Na reunião ninguém me cumprimentou. Fui direto ao assunto. Refiz a apresentação, agora com os dado novos, a atenção era total, um silêncio tumular. Ao final nova saraivada de perguntas, cada vez mais contundentes. Por volta das 12:00 horas a reunião foi encerrada. Não conseguia abstrair pela fisionomia das outras pessoas se havia sido convincente ou não. Com certeza a minha proposta havia sido aceita, mas em qual condição era impossível saber. Mr. Watt levantou -se, fez uma série de elogios sobre o meu trabalho, disse que estava bem completo, mas era muito corajoso e ousado. Apesar disto a direção do banco a achou bem interessante e exeqüível e resolveu apresentá-la ao cliente. Fui ao paraíso. Este era um dia de glória para mim. Só havia um porém, sempre há algo para atrapalhar. Como eu era a pessoa que mais conhecia a proposta eles me escolheram para apresentá-la para o cliente.

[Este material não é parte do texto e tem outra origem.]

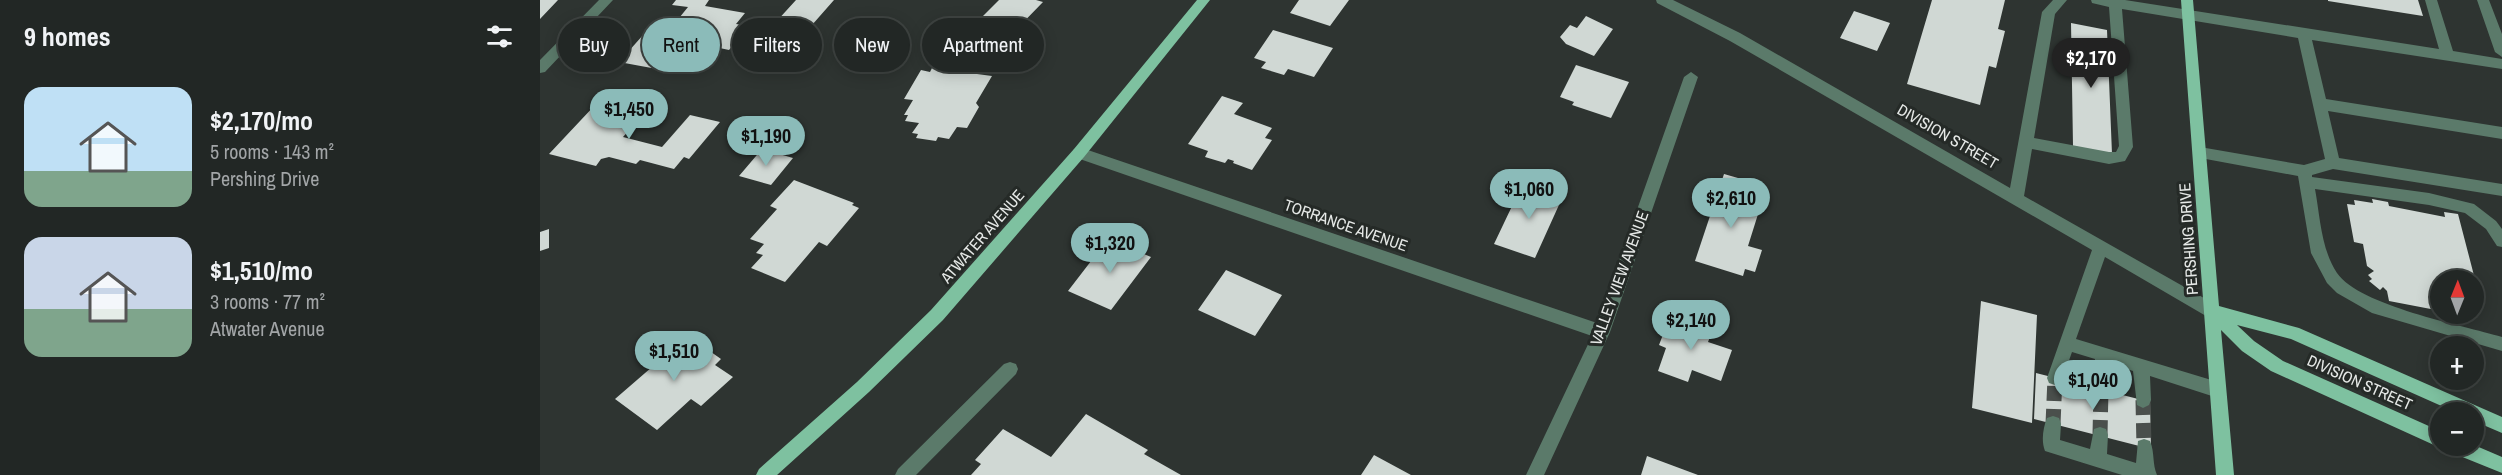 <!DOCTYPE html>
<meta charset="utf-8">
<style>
body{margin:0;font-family:"Archivo Narrow",sans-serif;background:#2e3332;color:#f1f3f6;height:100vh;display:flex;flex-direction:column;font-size:22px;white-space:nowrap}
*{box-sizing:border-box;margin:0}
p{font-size:20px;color:#a2a5a7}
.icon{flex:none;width:33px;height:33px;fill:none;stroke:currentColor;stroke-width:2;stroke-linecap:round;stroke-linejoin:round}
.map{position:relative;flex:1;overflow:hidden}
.sheet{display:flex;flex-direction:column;background:#222725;width:540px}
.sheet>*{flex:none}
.guide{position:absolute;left:18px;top:18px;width:570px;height:54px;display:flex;gap:12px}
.needle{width:39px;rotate:1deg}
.tools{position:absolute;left:1890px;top:270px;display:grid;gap:12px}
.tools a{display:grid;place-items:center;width:54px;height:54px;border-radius:50%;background:#222725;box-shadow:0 3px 15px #0003,0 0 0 2px #3f4442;font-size:30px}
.price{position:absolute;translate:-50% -51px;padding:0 14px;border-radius:21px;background:#8bbbb9;color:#111;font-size:20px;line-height:39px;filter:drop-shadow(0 2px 3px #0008)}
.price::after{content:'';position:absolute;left:50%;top:36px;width:18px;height:14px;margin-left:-9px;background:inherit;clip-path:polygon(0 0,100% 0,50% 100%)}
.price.selected{background:#222;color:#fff}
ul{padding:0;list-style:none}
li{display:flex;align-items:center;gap:18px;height:150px;padding:0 24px}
li span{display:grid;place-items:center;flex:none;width:168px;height:120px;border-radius:18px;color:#555}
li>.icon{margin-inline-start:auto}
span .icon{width:72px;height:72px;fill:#fffc;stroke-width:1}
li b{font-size:26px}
h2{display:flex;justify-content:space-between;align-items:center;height:72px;padding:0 24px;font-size:26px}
.chip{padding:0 21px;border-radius:27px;background:#222725;box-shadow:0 3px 15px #0003,0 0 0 2px #3f4442;font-size:21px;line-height:54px}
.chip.selected{background:#8bbbb9;color:#111}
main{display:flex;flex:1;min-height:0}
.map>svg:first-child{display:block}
.building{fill:#d0d8d4}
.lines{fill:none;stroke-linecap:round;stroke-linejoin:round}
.minor-tunnel{stroke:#4a4f4c;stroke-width:15;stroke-dasharray:15 8;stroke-linecap:butt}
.minor{fill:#5b7a6a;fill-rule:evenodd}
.major{fill:#7ec1a0;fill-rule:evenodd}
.labels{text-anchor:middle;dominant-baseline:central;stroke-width:6;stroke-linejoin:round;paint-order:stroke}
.street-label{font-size:16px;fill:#e6e9e7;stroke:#252a27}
</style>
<main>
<section class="sheet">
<h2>9 homes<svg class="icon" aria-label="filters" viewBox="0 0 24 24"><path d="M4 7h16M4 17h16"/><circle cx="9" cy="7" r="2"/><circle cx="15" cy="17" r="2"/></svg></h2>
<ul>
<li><span style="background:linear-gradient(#bfe0f5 70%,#7fa58c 0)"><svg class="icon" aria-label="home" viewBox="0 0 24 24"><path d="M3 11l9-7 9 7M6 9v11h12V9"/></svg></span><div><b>$2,170/mo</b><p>5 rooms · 143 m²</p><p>Pershing Drive</p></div></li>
<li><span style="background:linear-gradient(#c9d6e8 60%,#7fa58c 0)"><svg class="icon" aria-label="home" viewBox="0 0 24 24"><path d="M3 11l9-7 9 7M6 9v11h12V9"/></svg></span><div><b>$1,510/mo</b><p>3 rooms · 77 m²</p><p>Atwater Avenue</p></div></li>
</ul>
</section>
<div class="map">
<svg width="1962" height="475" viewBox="0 0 1962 475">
<rect width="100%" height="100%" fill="#2e3431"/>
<path class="building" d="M0,0H18L0,19Z
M136,0H169L165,6L205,13L196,24L209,26L189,50L161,44L144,66L122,62L117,69L79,62L112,25L131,28L148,7L132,5Z
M256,0H294L257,42L225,34Z
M459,0H496L503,2L468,38L434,25Z
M759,0H809L790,26L750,13Z
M1392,0H1465L1458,29L1465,31L1456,68L1449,66L1440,105L1367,84Z
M1788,0H1878L1883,16L1788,1Z
M1314,11L1350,23L1337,51L1300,38Z
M1046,16L1073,29L1054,56L1026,44L1020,37L1030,25L1037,28Z
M1531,23L1567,30L1572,154L1533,146Z
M333,30L355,39L327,66L305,57Z
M733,30L793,48L774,77L748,69L744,75L721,68L726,62L714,58Z
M1036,65L1089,82L1071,118L1032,105L1034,102L1020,97Z
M392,68L452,76L436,103L439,107L427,128L417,127L409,139L398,137L396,141L376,138L378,134L372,133L379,123L365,121L368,115H364L373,100L364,99L381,70L390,72Z
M682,96L703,103L694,114L732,128L725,138L732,140L712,170L693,163L694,161L688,159L685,163L665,157L668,151L648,144Z
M56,104L96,114L93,117L99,119L83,137L122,147L150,115L180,122L149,159L144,157L134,169L100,160L96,164L69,157L61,159L56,166L9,154Z
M222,149L253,158L231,185L199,176Z
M1184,174L1219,184L1211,208L1219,211L1208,246L1222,250L1215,272L1205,269L1203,276L1155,261Z
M254,180L314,203L312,205L319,208L287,246L279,242L245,282L211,268L223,255L216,253L224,244L210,239L237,209L230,206Z
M983,183L1023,196L995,258L954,244Z
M1832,199L1848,202L1849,206L1905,217L1904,212L1918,214L1937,287L1934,286V280H1900V303L1898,301L1894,304L1896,310L1849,301L1847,291L1843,287L1840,290L1829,281L1832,279L1828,275L1834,271L1827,266L1823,244L1814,242L1807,204L1815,205L1814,200L1833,203Z
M9,229V248L0,251V232Z
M568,239L611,257L571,310L528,291Z
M686,270L742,295L715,336L658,310Z
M1441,301L1497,315L1492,423L1432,408Z
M1131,314L1173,329L1168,342L1192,350L1181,381L1152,370L1148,382L1118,371L1126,348L1119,345Z
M147,335L181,359L175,365L193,377L161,406L151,399L117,430L75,399L112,367L105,362L129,341L135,346Z
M1496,373L1610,402L1611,449L1494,419Z
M546,414L608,450L604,454L641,475H431L441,464L435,460L463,429L511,457Z
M834,455L871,475H821Z
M1107,456L1158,475H1101Z"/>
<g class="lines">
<path class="minor-tunnel" d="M1603,400L1604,447
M1513,424L1515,378
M1560,435L1561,390"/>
<path class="minor" d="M59,0H73L5,72L0,73V60Z
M1116,0H1133L1200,33L1470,188L1502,12L1513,0H1527L1515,14L1494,138L1569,152H1576L1579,146L1569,7L1552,3L1551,0H1585L1899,49L1885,0H1897L1913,51L1962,59V69L1772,40L1786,99L1962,127V139L1788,111L1799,158L1962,184V196L1793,169L1772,175V177L1889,193L1934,204L1956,221L1962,229V247L1957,246L1946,229L1925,213L1889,205L1775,189C1780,216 1781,249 1797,273C1820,306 1922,325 1962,337V351L1832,313L1797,293L1787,283L1771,253L1758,176L1655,157L1653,153L1655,149L1660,147L1764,165L1785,159L1758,38L1582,9L1593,147L1585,161L1569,164L1492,149L1484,196L1678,306L1680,311L1678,316L1672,318L1666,316L1565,257L1536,339L1678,382L1684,385L1686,390L1684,395L1678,398L1610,376L1611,400L1609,405L1603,408L1597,405L1593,371L1571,364L1567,395L1561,398L1555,395L1553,390L1555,359L1532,352L1521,383L1515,385L1509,383L1507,378L1552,250L1190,41L1117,3Z
M1937,0H1949L1962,34V57L1955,52Z
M1151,72L1158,77L1070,332L1004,475H986L1052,336L534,157L532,153L534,149L539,147L1057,323L1144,77Z
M470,362L476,364L478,369L476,374L376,475H355L358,469L464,364Z
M1513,416L1519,418L1521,424L1520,440L1550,449L1554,429L1560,427L1566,429L1568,435L1567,454L1596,463L1598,441L1604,439L1610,441C1615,453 1612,464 1617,475H1582L1505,451C1501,441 1503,428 1507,418Z"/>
<path class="major" d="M657,0H670L544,157L403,320L329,392L237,475H216L219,469L317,382L391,310L534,149Z
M1641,0H1653L1679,306L1759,328L1962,417V433L1934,421V412H1915L1751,339L1697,325L1714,341L1743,361L1900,431V446H1904L1900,447L1894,445L1731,371L1702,351L1681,330L1694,475H1676Z
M1934,445L1962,457V473L1910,452L1908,446Z"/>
</g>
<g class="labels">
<g class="street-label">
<text transform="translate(1408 136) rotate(30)">DIVISION STREET</text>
<text transform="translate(806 225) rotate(19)">TORRANCE AVENUE</text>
<text transform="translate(442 236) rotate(-49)">ATWATER AVENUE</text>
<text transform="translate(1648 239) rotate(-94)">PERSHING DRIVE</text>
<text transform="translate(1079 278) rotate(-70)">VALLEY VIEW AVENUE</text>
<text transform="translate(1820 382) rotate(24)">DIVISION STREET</text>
</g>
</g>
</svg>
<div class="tools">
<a><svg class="needle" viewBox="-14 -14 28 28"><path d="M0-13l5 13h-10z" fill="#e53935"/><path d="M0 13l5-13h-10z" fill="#a2a5a7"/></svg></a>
<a>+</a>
<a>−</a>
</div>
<b class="price selected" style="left:1551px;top:89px">$2,170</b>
<b class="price" style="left:89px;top:140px">$1,450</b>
<b class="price" style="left:226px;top:167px">$1,190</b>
<b class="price" style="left:989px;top:220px">$1,060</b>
<b class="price" style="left:1191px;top:229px">$2,610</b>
<b class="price" style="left:570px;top:274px">$1,320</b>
<b class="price" style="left:1151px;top:351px">$2,140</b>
<b class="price" style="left:134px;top:382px">$1,510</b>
<b class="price" style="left:1553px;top:411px">$1,040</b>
<div class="guide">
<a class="chip">Buy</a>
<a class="chip selected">Rent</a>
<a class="chip">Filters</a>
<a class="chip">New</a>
<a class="chip">Apartment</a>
</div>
</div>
</main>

Que frio na barriga!!!! Era muita responsabilidade. Eu não iria fugir dela. Pedi um tempo para descansar, não mais que duas horas e aceitei o desafio. Às 3 da tarde estava eu lá no hotel verificando se estava tudo em ordem. Passei em casa e coloquei meu melhor terno, minha melhor gravata e uma super camisa. Tinham custado uma fortuna e estava guardado para datas especiais, como esta. Eu tinha me preparado tanto para a apresentação que ao fazê-la me senti bem tranqüilo e confiante. Inclusive as perguntas e questões levantadas pelo cliente foram muito mais brandas do que as de meus colegas A resposta do cliente só viria na próxima semana. Mesmo sendo afirmativa este caso saíra do meu departamento e ficaria a cargo de um outro com caráter mais operacional. A espera foi angustiante. Finalmente a resposta chegou e era afirmativa . O cliente aceitara a nossa proposta. A felicidade foi muito grande, mesmo que isto não tenha significado um aumento, nem um bônus. Fora algo importante para a minha carreira. Naquela noite dormi como uma pedra.